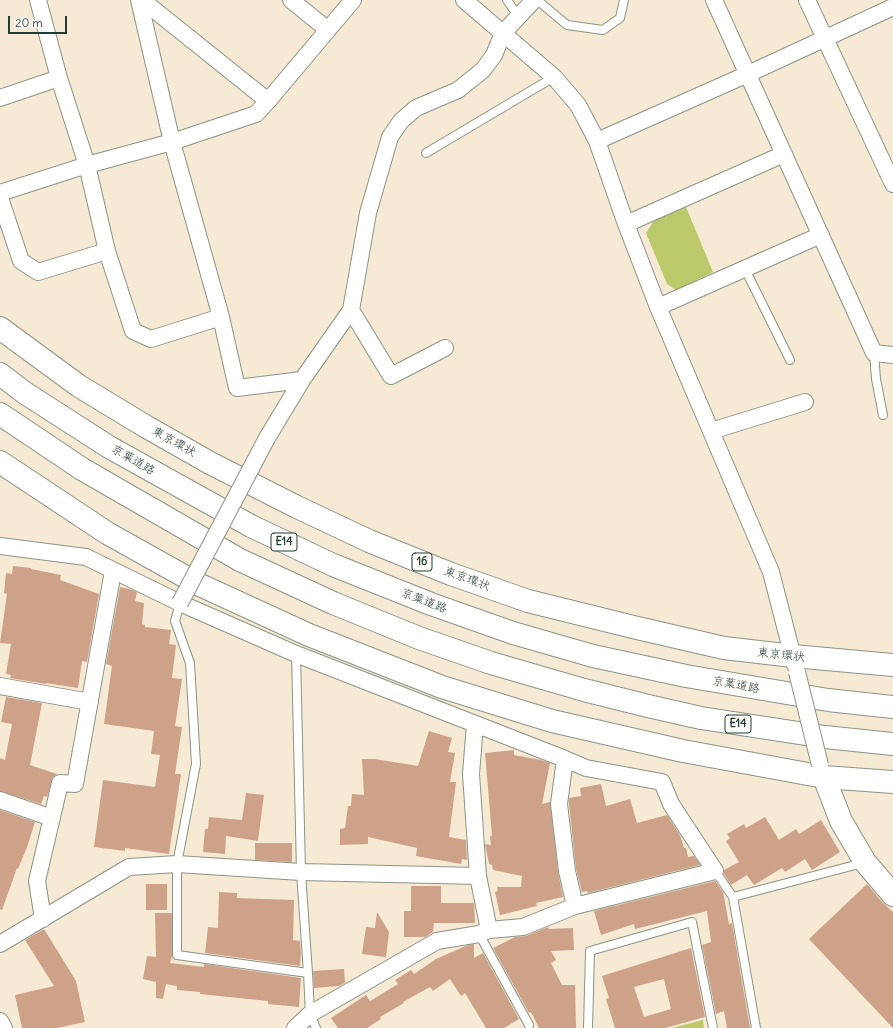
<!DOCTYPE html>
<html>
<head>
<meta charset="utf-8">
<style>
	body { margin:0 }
	#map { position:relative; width:893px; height:1028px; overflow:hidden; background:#f6ead5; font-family:Delius,sans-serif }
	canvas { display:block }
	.scale { position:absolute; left:8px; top:16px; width:59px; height:18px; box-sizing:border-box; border:2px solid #1f3d34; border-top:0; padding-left:5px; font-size:12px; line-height:14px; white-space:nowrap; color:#1f3d34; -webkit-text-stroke:3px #fdfcf7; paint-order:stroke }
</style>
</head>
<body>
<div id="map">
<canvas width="893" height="1028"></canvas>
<div class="scale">20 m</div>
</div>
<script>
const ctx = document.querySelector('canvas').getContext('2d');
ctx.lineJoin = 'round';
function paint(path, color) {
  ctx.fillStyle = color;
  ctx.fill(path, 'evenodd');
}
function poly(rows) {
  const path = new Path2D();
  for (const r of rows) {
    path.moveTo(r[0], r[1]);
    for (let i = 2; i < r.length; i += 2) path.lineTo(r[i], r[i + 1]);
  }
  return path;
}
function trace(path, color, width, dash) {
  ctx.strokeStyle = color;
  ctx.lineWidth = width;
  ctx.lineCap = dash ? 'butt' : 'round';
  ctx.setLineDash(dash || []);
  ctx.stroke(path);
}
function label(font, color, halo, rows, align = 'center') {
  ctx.font = font + ' Delius,"Klee One",sans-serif';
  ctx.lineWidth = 3.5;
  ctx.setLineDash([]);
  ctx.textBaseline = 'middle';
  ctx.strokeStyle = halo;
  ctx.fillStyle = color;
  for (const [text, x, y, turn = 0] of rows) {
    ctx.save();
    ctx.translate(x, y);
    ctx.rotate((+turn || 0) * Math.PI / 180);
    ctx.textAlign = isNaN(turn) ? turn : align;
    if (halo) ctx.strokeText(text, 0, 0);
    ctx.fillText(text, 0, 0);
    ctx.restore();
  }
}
paint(poly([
	[686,207,713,272,676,290,667,284,646,233,655,219],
	[703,1020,704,1028,671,1028]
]), '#bcc96b');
paint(poly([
	[13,566,31,568,31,569,61,575,60,580,99,594,87,662,82,661,78,688,46,683,46,684,10,678,11,675,6,674,11,644,0,643,7,594,4,593,6,573,12,574],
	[120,587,129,589,137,592,135,601,144,603,142,624,145,625,145,627,171,630,169,644,176,645,172,678,182,679,175,726,182,727,175,774,181,774,169,854,125,848,125,851,94,847,103,780,155,787,160,755,151,754,154,731,104,724,112,666,106,664],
	[6,697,42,703,30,765,57,774,53,777,47,797,44,796,41,804,0,791,0,758,5,760,12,724,1,722],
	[429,731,452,738,448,752,455,753,450,782,456,782,449,837,466,840,467,860,462,859,461,864,416,856,417,848,368,837,368,844,340,845,340,829,345,828,348,806,351,806,352,794,364,795,362,759,375,759,418,766],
	[514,750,514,755,541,760,550,763,542,804,550,802,558,872,563,897,536,903,537,906,500,915,495,892,498,891,497,887,521,887,522,876,493,870,492,865,489,864,485,844,491,845,490,836,492,836,485,753],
	[601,784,606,806,630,799,637,823,667,815,680,835,684,848,686,848,688,857,694,856,700,865,588,893,587,891,582,892,576,869,569,804,569,798,581,796,580,788],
	[246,793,264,795,258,841,226,836,225,854,203,852,205,829,208,829,209,817,242,820],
	[0,810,35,822,27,847,18,869,17,868,2,910,0,909],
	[765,817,779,840,796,829,799,834,821,820,840,852,812,870,805,859,785,872,782,868,754,885,747,875,731,885,724,874,724,870,739,862,726,841,730,838,727,834,744,824,746,828],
	[255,843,292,843,292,862,255,860],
	[715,881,723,892,729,924,732,923,750,1028,727,1028,724,1011,716,1014,702,945,711,942,707,911,635,929,634,924,601,935,594,911],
	[146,884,167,884,167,910,146,910],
	[867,884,883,903,893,912,893,1028,809,939],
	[411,886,441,886,441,903,474,903,475,923,434,923,433,932,425,937,404,937,404,911,411,911],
	[219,892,237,893,237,898,294,900,293,940,300,941,301,953,300,966,205,953,208,927,218,928],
	[377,912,389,932,386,957,362,954,366,927,375,928],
	[155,913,172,913,172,956,170,963,204,967,204,964,301,978,299,1007,268,1004,268,1001,200,994,200,992,177,990,177,986,166,984,163,999,156,998,156,982,143,979,147,956,156,957],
	[548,927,549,929,573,928,574,950,551,951,556,960,551,963,562,985,575,985,576,1028,539,1028,531,1012,529,1013,493,948,515,937,526,936],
	[44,929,76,981,85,1022,57,1028,22,1028,15,995,54,986,25,940],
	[474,944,474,958,483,953,519,1019,504,1028,486,1028,465,993,461,996,450,979,433,991,430,987,403,1002,404,1003,380,1017,381,1019,367,1028,338,1028,331,1018,366,995,370,1001,398,984,395,980,411,970,414,974,436,959,468,945],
	[691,948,705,1017,665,1028,615,1028,606,999,609,998,602,976],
	[664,979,671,1009,644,1017,634,987],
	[344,969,345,983,339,986,314,988,313,971]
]), '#cea189');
const lane = poly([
	[507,0,518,16],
	[537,0,567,25,603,30,620,18,624,0],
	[426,153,554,77],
	[745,269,790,360],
	[874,353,876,379,883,415],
	[180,603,175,621,190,663,196,764,177,864,177,955,308,973],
	[296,654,301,872,308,973,310,1014,316,1028],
	[715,871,733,897,756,1028],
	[733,897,863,863],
	[479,934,529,1025],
	[588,1028,590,951,692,922,713,1028]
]);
const street = poly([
	[38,0,59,78,87,165,107,251,133,331,151,339,221,317],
	[139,0,172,142,221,317,237,388,302,380],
	[142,0,268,101],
	[291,0,328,30],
	[464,0,554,77,578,105,597,141,626,224,658,307,771,572,795,665],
	[714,0,874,353,893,355],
	[807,0,893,184],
	[0,98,59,78],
	[597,141,748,74,893,7],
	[0,193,87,165,172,142,256,114,268,101,353,0],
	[0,198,21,261,38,272,107,251],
	[626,224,784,154],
	[658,307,821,235],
	[351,310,391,376,445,348],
	[711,431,805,402],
	[267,438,302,380,351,310,368,213,390,137,401,121,416,108,458,90,483,70,494,55,503,33,534,0],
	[0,546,86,557,180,603,296,654,565,759,586,768,662,782,671,804,715,871,575,906,523,927,489,930,479,934,437,941,310,1014,295,1028],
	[0,686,90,702],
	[475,724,471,774,478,876],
	[565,759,559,804,567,871,575,906],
	[0,800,52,818],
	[43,919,37,881,60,783,75,784,113,571],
	[0,944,129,867,177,864,301,872,478,876,489,930],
	[0,1021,4,1028]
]);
const secondary = poly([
	[824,777,841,821,865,862,893,895]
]);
const highway = poly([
	[0,328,79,386,145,426,210,463,297,507,369,541,451,574,528,601,633,627,724,648,793,656,893,665],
	[0,374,25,393,109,447,251,526,333,565,431,604,513,633,593,656,686,676,828,700,893,707],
	[0,414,82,469,240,560,333,603,419,638,491,663,584,690,648,706,701,718,753,726,825,737,893,744],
	[0,462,107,533,200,585,309,635,442,687,552,721,683,751,824,777,893,782]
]);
trace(lane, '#8a9484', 10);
trace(street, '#8a9484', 18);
trace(secondary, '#8a9484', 24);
trace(highway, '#8a9484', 24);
trace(lane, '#fff', 8);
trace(street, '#fff', 16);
trace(secondary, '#fff', 22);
trace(highway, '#fff', 22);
const streetBridge = poly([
	[180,603,267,438],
	[797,672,820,765]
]);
trace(streetBridge, '#8a9484', 18, []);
trace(streetBridge, '#fff', 16);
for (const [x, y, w] of [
	[284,542,26],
	[422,562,20],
	[738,724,26]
]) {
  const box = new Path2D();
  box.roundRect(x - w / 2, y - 9, w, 18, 3);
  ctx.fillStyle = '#fdfcf7';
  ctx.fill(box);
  trace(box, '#1f3d34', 1);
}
label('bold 11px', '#1f3d34', null, [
	["E14",284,542],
	["16",422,562],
	["E14",738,724]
]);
label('12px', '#1f3d34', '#fdfcf7', [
	["東京環状",174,442,29],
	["京葉道路",133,460,30],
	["東京環状",467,579,20],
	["京葉道路",424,601,21],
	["東京環状",781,655,6],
	["京葉道路",736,685,10]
]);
</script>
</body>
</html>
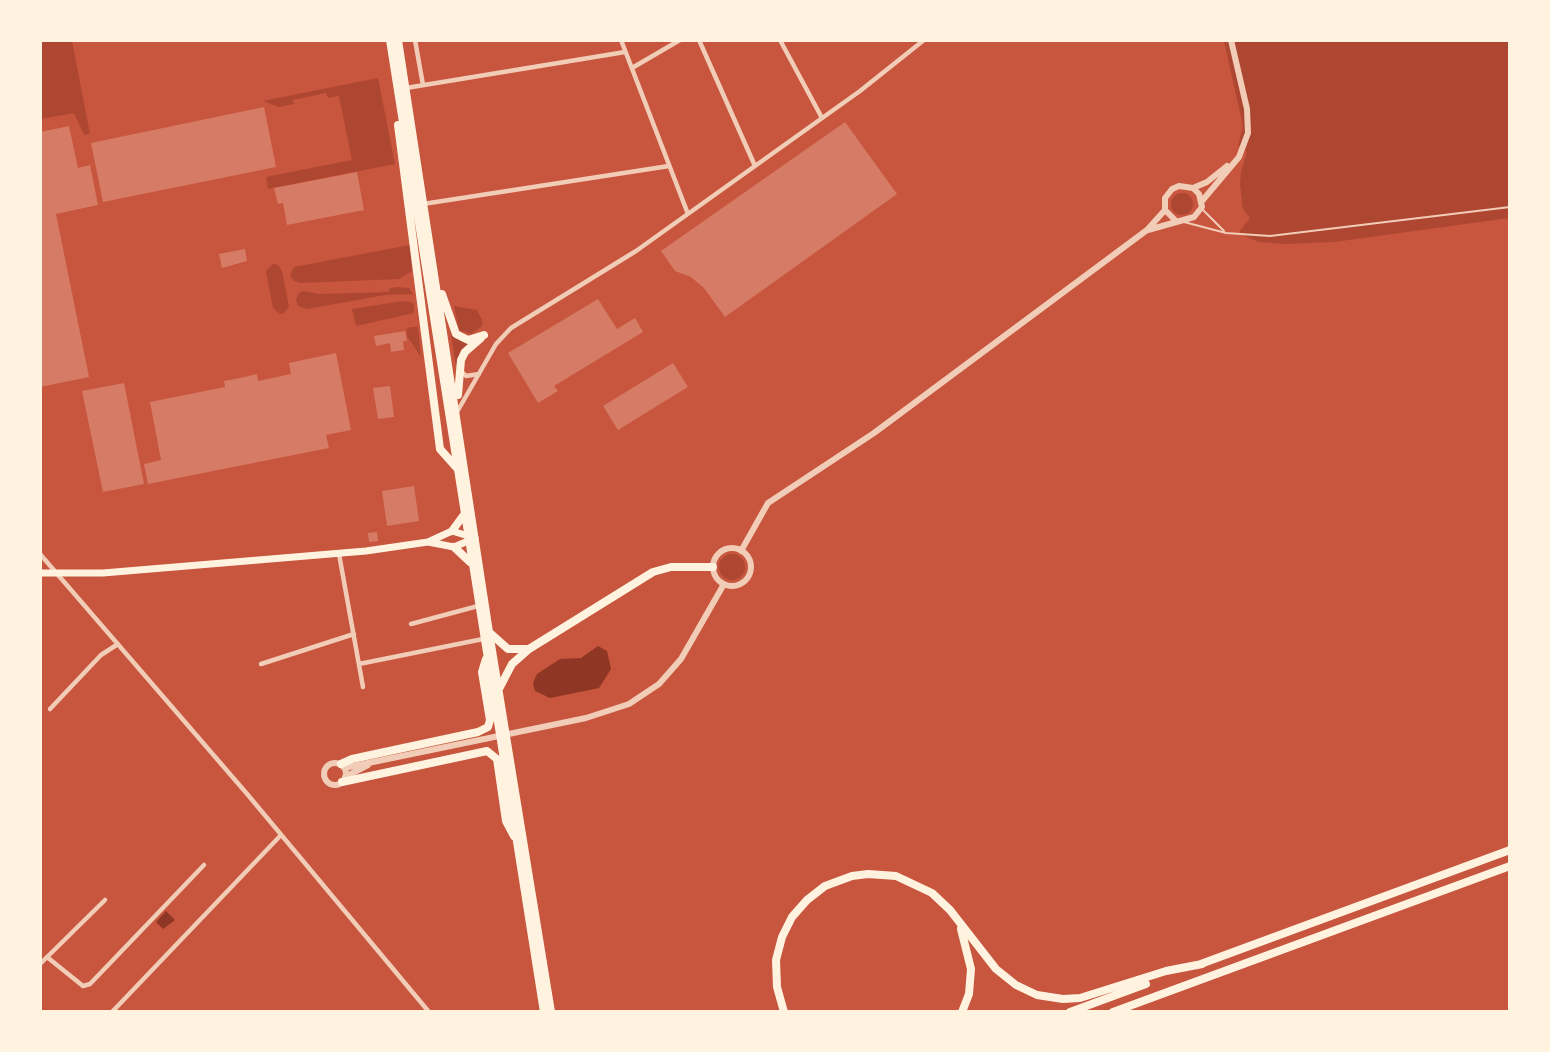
<!DOCTYPE html>
<style>
body{margin:0}
#map{position:relative;width:1550px;height:1052px;overflow:hidden;background:#c8553d;font-family:Manrope,sans-serif}
canvas{display:block}
.frame{position:absolute;inset:0;border:42px solid #fff3e0;pointer-events:none}
</style>
<div id="map">
<canvas width="1550" height="1052"></canvas>
<div class="frame"></div>
</div>
<script>
const context = document.querySelector('canvas').getContext('2d');
context.lineJoin = 'round';
function fill(path, color) {
  context.fillStyle = color;
  context.fill(path, 'evenodd');
}
function toPath(rows) {
  const path = new Path2D();
  for (const r of rows) {
    if (r.length === 3) {
      path.moveTo(r[0] + r[2], r[1]);
      path.arc(r[0], r[1], r[2], 0, 2 * Math.PI);
      continue;
    }
    path.moveTo(r[0], r[1]);
    for (let i = 2; i < r.length; i += 2) path.lineTo(r[i], r[i + 1]);
  }
  return path;
}
function trace(path, color, width, dash) {
  context.strokeStyle = color;
  context.lineWidth = width;
  context.lineCap = dash ? 'butt' : 'round';
  context.setLineDash(dash || []);
  context.stroke(path);
}
fill(toPath([
 [41,40,72,41,90,134,84,135,74,113,41,119],
 [1224,41,1509,41,1509,218,1334,242,1284,244,1259,242,1245,236,1239,232,1250,218,1243,209,1240,184,1241,172,1247,152,1238,145,1243,126],
 [378,78,395,164,268,189,266,177,352,160,339,96,328,98,326,93,293,100,294,104,279,107,263,101],
 [1182,204,11],
 [410,245,412,271,399,279,300,283,294,281,290,275,294,267],
 [273,264,278,265,282,271,289,307,284,313,280,314,273,308,266,271],
 [398,287,409,288,413,294,385,295,307,309,298,306,296,301,298,294,303,291,320,294,389,292,390,288],
 [403,301,414,303,414,313,356,326,352,309],
 [454,306,477,310,483,322,481,327,471,334,459,330],
 [412,327,418,327,421,357,407,336,407,328],
 [450,327,470,343,460,351,456,366],
 [732,567,13]
]), '#ae4732');
fill(toPath([
 [598,646,607,651,611,669,599,688,550,698,535,691,533,683,537,674,560,659,581,658],
 [166,911,175,920,163,929,156,922]
]), '#8f3625');
fill(toPath([
 [264,107,276,167,103,202,91,143],
 [845,122,897,194,725,317,704,288,691,277,675,271,661,251],
 [69,126,78,168,90,165,98,205,56,214,89,377,40,387,40,132],
 [357,172,364,210,287,225,283,203,278,204,274,188],
 [245,249,247,261,222,268,219,254],
 [598,299,617,329,635,318,643,332,554,386,558,391,538,403,508,353],
 [405,331,407,341,403,341,404,350,391,352,390,343,376,346,374,336],
 [336,353,351,430,326,435,329,448,148,484,144,464,161,460,150,402,225,387,224,381,240,378,257,374,258,381,291,374,289,363],
 [673,363,688,387,618,430,603,406],
 [124,383,144,484,103,492,82,391],
 [390,386,394,417,378,419,373,388],
 [414,486,419,521,387,526,382,491],
 [377,532,378,541,369,542,368,533]
]), '#d67c66');
trace(toPath([
 [1203,210,1224,231],
 [1184,222,1226,233,1270,236,1510,207]
]), '#f1ccb7', 2);
trace(toPath([
 [415,40,423,85],
 [621,40,688,214],
 [699,40,755,166],
 [780,40,822,118],
 [632,68,680,40],
 [406,88,625,52],
 [423,204,669,166],
 [460,370,466,376,479,374],
 [457,412,496,344,511,328,636,251,860,91,924,40],
 [40,554,248,795,429,1012],
 [339,554,363,687],
 [411,624,478,606],
 [261,664,354,634],
 [359,664,483,639],
 [50,709,101,655,118,644],
 [47,957,83,986,90,984,204,865],
 [40,964,105,900],
 [112,1012,281,835]
]), '#f1ccb7', 4.5);
trace(toPath([
 [1193,188,1207,182,1227,166],
 [1202,201,1239,157,1248,133,1247,109,1231,40],
 [1148,230,1194,217,1202,207,1199,194,1193,188,1179,186,1172,189,1165,198,1165,210,1176,221],
 [732,567,19],
 [741,551,768,503,874,433,1147,230,1165,210],
 [335,774,11],
 [344,768,586,718,629,704,659,684,681,659,724,584],
 [345,777,368,765]
]), '#f1ccb7', 6);
trace(toPath([
 [40,573,103,573,366,551,428,542,452,531,475,538,454,547,428,542]
]), '#fff3e0', 7);
trace(toPath([
 [390,40,544,1012],
 [398,40,489,632,551,1012],
 [398,125,440,449,456,467],
 [442,294,456,334,468,340,484,335],
 [458,395,461,360,465,352,481,338],
 [452,531,463,516],
 [454,547,470,562],
 [490,633,508,649,528,649],
 [499,689,512,664,529,649,653,572,671,567,713,567],
 [341,764,352,759,478,732,488,727,490,720,482,672,486,659],
 [342,782,487,751,497,759,506,821,514,836]
]), '#fff3e0', 8);
trace(toPath([
 [961,929,971,969,969,994,962,1012],
 [1198,965,1510,850],
 [784,1012,777,987,776,960,782,937,792,917,807,900,825,886,852,876,868,874,896,876,932,893,950,910,996,969,1016,985,1037,995,1063,999,1080,998,1166,971,1202,964],
 [1070,1012,1146,984],
 [1113,1012,1510,866]
]), '#fff3e0', 8);
</script>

**WORK TO COMPLETE:** Whenever the string "align" shows up on a line of the listing, copy that line.

**COMPLETED EXERCISE:**
function label(font, color, halo, rows, align = 'center') {
    ctx.textAlign = isNaN(turn) ? turn : align;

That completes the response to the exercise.